--- DATA Enclosed Below ---
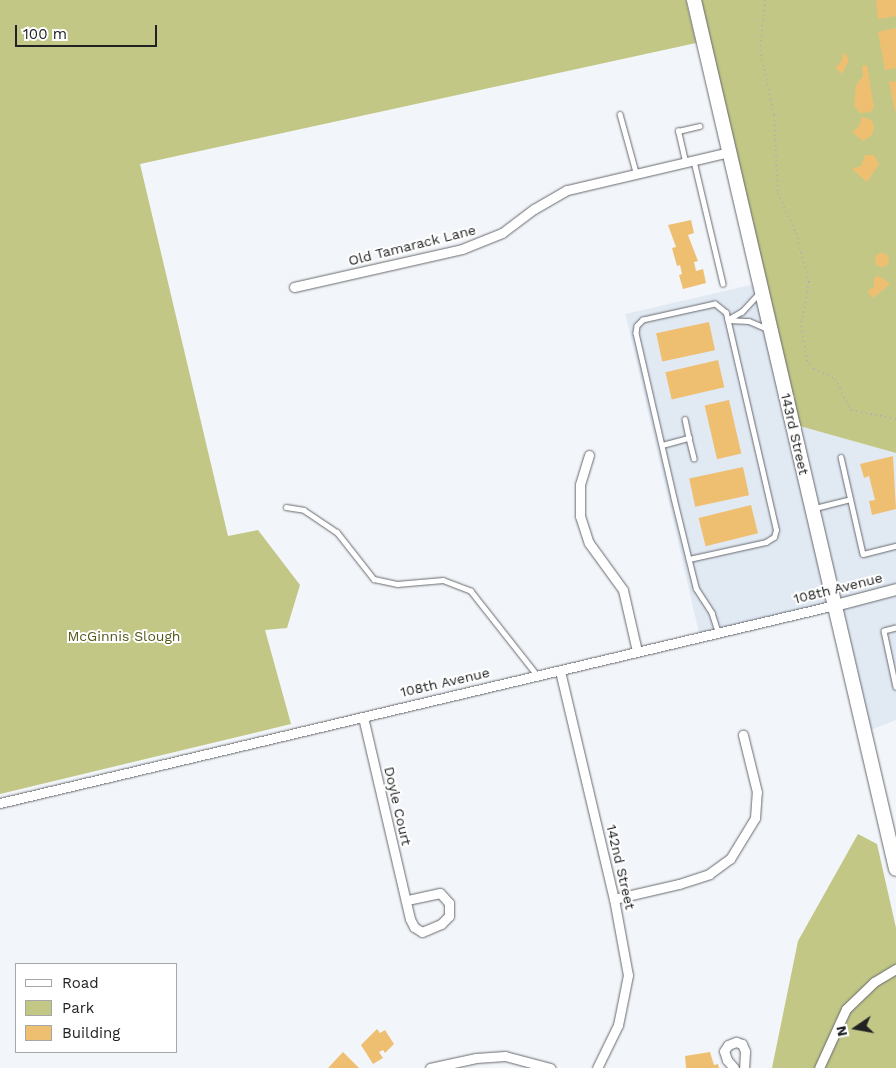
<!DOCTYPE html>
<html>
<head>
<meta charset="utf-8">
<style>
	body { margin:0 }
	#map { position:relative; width:896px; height:1068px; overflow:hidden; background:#f2f5f9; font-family:"Work Sans",sans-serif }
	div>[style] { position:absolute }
	.built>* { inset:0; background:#e1e9f3; transform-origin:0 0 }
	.green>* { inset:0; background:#c2c786 }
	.building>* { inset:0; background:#efbf71; transform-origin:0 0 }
	.round { border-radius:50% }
	.path>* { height:2px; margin-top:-1px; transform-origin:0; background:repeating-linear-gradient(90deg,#adb0b3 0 1px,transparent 0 5px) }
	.roads { filter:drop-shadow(0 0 1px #67696d) drop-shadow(0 0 1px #67696d) }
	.service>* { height:4.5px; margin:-2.25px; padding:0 2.25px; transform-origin:2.25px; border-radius:2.25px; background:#fff }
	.minor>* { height:9px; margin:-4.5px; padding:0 4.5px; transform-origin:4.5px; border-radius:4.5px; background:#fff }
	.tertiary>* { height:11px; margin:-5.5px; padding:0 5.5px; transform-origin:5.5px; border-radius:5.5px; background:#fff }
	.secondary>* { height:14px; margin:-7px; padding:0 7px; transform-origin:7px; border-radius:7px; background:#fff }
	span { translate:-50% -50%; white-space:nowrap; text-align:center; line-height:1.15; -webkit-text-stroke:4px #fff; paint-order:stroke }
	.street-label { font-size:14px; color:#212223 }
	.park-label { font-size:14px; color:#555818 }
	.legend { position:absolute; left:15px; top:963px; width:162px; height:90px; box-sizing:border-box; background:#fff; border:1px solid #a6a7a7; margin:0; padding:6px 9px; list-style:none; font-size:15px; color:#212223 }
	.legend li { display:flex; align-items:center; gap:10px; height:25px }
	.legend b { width:25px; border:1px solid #a6a7a7 }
	.north { position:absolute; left:831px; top:1003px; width:50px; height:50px; -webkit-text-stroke:4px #fff; paint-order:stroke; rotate:258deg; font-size:14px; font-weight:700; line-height:20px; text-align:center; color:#212223 }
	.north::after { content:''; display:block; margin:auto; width:18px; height:22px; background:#212223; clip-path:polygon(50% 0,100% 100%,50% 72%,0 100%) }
	.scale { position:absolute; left:15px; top:25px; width:142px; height:22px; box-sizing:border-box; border:2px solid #212223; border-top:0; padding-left:6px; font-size:15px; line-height:18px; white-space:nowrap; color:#212223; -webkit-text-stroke:4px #fff; paint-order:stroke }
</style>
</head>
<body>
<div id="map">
	<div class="built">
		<i style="left:755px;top:284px;width:328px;height:133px;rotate:77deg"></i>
		<i style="clip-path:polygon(796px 425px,896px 453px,896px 586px,837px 601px)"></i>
		<i style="clip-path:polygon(896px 593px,896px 720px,868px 731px,839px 608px)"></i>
	</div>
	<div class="green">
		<i style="clip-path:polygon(0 0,686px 0,696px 43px,140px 164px,228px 536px,258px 530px,300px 585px,287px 628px,265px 630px,291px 724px,0 794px)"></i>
		<i style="clip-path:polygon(699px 0,896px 0,896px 453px,796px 425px)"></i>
		<i style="clip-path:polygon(858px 834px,877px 844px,896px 928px,896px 1068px,772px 1068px,798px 941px)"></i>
	</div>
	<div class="building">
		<i style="clip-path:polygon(876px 0,896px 0,896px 16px,878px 19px)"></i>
		<i style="clip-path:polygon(896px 28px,896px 68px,885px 70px,878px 32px)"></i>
		<i style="clip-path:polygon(844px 52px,849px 60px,842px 74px,835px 67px,840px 64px)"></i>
		<i style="clip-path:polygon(867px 65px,874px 108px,870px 112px,860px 113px,854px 105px,856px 85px,863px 76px,862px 66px)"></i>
		<i style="clip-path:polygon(896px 81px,896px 111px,895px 111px,889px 82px)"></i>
		<i style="clip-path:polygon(862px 117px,872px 120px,874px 127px,872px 135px,863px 141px,852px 132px,859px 126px)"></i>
		<i style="clip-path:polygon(865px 155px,874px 155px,879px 164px,867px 182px,852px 169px,861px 166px)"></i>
		<i style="clip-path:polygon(691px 220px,694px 233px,688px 235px,698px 261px,694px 262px,696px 271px,703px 269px,706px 283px,683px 289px,679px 275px,682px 274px,680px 265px,677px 266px,672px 248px,676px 247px,668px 225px)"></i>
		<i class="round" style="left:875px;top:253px;width:14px;height:14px"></i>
		<i style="clip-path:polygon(879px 276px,890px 284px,873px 298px,867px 291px,874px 287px,874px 278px)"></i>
		<i style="left:709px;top:322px;width:29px;height:54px;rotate:78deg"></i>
		<i style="left:718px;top:360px;width:28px;height:54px;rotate:77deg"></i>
		<i style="left:729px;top:400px;width:55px;height:25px;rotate:77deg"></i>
		<i style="clip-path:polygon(893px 456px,896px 509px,872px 515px,869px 501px,875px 500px,869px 476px,864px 478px,860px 464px)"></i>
		<i style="left:743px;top:467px;width:29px;height:55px;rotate:78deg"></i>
		<i style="left:751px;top:505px;width:29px;height:54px;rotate:76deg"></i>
		<i style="clip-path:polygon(377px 1029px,380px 1033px,385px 1030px,394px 1044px,385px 1053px,383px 1050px,379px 1052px,383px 1058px,373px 1064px,361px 1045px)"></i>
		<i style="clip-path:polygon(343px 1052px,359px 1068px,328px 1068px)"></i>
		<i style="clip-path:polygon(710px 1052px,714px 1065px,718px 1064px,719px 1068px,686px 1068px,685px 1056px)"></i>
	</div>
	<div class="path">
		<i style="left:765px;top:0;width:50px;rotate:95.7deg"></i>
		<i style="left:760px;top:50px;width:66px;rotate:77.8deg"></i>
		<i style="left:774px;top:115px;width:78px;rotate:87.1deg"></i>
		<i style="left:778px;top:193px;width:44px;rotate:65.8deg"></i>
		<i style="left:796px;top:233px;width:51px;rotate:75.1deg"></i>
		<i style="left:809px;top:282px;width:45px;rotate:100.3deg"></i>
		<i style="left:801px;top:326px;width:35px;rotate:80deg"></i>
		<i style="left:807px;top:360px;width:11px;rotate:52deg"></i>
		<i style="left:814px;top:369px;width:23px;rotate:25deg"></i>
		<i style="left:835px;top:379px;width:35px;rotate:63deg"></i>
		<i style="left:851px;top:410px;width:46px;rotate:11.3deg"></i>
	</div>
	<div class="roads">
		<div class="service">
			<i style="left:620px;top:114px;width:60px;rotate:74.6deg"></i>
			<i style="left:685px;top:161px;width:31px;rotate:-103deg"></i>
			<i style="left:678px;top:131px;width:22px;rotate:-13deg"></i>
			<i style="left:694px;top:161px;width:126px;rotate:76.7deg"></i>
			<i style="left:759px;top:294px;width:25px;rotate:133deg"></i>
			<i style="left:742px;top:312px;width:16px;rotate:150deg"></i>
			<i style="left:728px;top:320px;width:21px;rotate:3deg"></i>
			<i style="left:749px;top:321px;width:21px;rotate:23deg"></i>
			<i style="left:685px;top:419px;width:19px;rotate:78deg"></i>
			<i style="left:662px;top:445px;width:28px;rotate:-15deg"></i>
			<i style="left:689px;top:438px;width:21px;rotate:76deg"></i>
			<i style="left:841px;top:457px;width:99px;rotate:77.2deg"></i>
			<i style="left:863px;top:554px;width:34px;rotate:-14deg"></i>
			<i style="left:286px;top:507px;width:18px;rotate:9deg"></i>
			<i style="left:304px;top:510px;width:40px;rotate:34deg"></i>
			<i style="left:337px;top:532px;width:60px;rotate:51.8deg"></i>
			<i style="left:374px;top:579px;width:24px;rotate:12deg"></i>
			<i style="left:397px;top:584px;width:46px;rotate:-5deg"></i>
			<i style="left:443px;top:580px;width:30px;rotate:21deg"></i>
			<i style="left:471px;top:591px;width:107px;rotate:51.8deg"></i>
			<i style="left:815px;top:508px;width:36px;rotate:-14deg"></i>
			<i style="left:689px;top:559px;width:79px;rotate:-12.4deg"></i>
			<i style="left:766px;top:542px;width:9px;rotate:-32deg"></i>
			<i style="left:774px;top:537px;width:7px;rotate:-74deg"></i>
			<i style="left:776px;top:530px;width:223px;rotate:-103deg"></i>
			<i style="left:726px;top:313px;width:14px;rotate:-141deg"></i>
			<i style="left:715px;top:304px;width:74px;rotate:167.5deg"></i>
			<i style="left:643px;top:320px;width:8px;rotate:135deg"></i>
			<i style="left:637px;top:326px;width:7px;rotate:98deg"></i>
			<i style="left:636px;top:333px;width:169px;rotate:77deg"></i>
			<i style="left:674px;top:498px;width:63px;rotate:76.2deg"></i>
			<i style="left:689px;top:559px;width:30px;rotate:76deg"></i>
			<i style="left:696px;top:588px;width:30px;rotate:57deg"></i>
			<i style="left:712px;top:613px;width:20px;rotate:72deg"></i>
			<i style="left:896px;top:628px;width:12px;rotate:166deg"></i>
			<i style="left:884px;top:631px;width:57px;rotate:77.9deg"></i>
		</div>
		<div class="minor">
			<i style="left:294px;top:287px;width:172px;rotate:-12.7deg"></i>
			<i style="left:462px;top:249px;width:43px;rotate:-21.8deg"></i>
			<i style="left:502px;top:233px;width:40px;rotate:-37deg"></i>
			<i style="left:534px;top:209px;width:38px;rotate:-30deg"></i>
			<i style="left:567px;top:190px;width:166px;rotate:-13.2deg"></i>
			<i style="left:589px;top:455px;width:31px;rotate:107deg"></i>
			<i style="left:580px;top:485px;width:31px;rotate:90deg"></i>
			<i style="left:580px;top:516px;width:28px;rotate:72deg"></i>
			<i style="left:589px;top:543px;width:58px;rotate:54.1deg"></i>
			<i style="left:623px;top:590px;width:63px;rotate:77.1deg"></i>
			<i style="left:560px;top:671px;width:234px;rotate:76.7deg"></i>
			<i style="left:614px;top:899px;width:77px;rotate:79.6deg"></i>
			<i style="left:628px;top:975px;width:51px;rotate:101.3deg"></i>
			<i style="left:618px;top:1025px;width:48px;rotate:116deg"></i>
			<i style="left:363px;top:717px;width:207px;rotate:76.9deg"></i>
			<i style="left:410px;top:919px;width:9px;rotate:63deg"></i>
			<i style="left:414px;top:927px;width:9px;rotate:32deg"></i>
			<i style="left:422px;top:932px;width:21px;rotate:-23deg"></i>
			<i style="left:441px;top:924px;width:11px;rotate:-45deg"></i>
			<i style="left:449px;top:916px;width:13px;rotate:-90deg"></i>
			<i style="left:449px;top:903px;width:13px;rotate:-132deg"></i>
			<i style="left:440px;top:893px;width:35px;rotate:168deg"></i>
			<i style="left:0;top:803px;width:858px;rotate:-13.34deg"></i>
			<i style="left:614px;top:899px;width:67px;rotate:-13deg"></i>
			<i style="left:679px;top:884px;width:32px;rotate:-18deg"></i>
			<i style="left:709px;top:874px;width:26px;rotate:-36deg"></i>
			<i style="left:730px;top:859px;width:48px;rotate:-58.6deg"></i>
			<i style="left:755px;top:818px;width:26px;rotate:-86deg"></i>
			<i style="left:757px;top:792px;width:59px;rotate:-103.8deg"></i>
			<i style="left:430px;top:1068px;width:47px;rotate:-12.3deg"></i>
			<i style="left:476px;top:1058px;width:29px;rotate:-4deg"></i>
			<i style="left:505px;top:1056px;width:47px;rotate:14.9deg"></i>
			<i style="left:734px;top:1068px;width:11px;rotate:-131deg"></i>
			<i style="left:727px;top:1060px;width:9px;rotate:-108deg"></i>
			<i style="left:724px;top:1051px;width:7px;rotate:-56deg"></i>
			<i style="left:728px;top:1045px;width:9px;rotate:-21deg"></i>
			<i style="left:736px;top:1042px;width:6px;rotate:18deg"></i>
			<i style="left:742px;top:1044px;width:8px;rotate:67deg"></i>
			<i style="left:745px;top:1051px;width:17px;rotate:93deg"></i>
			<i style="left:819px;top:1068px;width:65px;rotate:-65.4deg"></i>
			<i style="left:846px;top:1009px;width:39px;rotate:-44deg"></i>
			<i style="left:874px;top:982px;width:26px;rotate:-31deg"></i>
		</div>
		<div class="tertiary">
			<i style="left:835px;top:605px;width:63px;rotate:-14.7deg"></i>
		</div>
		<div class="secondary">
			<i style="left:694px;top:0;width:892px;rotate:76.91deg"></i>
		</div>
	</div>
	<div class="street-label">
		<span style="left:412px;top:245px;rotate:-14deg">Old Tamarack Lane</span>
		<span style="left:795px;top:434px;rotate:77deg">143rd Street</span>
		<span style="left:838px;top:588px;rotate:-14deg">108th Avenue</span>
		<span style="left:445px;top:682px;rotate:-13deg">108th Avenue</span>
		<span style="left:398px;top:806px;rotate:77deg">Doyle Court</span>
		<span style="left:621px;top:867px;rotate:77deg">142nd Street</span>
	</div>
	<div class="park-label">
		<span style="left:124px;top:636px">McGinnis Slough</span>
	</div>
	<ul class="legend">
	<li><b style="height:6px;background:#fff"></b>Road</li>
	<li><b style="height:14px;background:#c2c786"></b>Park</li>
	<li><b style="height:14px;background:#efbf71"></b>Building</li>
	</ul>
	<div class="north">N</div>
	<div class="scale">100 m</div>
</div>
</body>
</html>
--- End of Enclosed DATA ---
**TASK TO CARRY OUT**
Everything from the first line of the records through the line containing "height:2px; margin-top:-1px; transform-origin:0;" should be reproduced exactly, apart from the pictures.

**RESULT OF THIS TASK**
<!DOCTYPE html>
<html>
<head>
<meta charset="utf-8">
<style>
	body { margin:0 }
	#map { position:relative; width:896px; height:1068px; overflow:hidden; background:#f2f5f9; font-family:"Work Sans",sans-serif }
	div>[style] { position:absolute }
	.built>* { inset:0; background:#e1e9f3; transform-origin:0 0 }
	.green>* { inset:0; background:#c2c786 }
	.building>* { inset:0; background:#efbf71; transform-origin:0 0 }
	.round { border-radius:50% }
	.path>* { height:2px; margin-top:-1px; transform-origin:0; background:repeating-linear-gradient(90deg,#adb0b3 0 1px,transparent 0 5px) }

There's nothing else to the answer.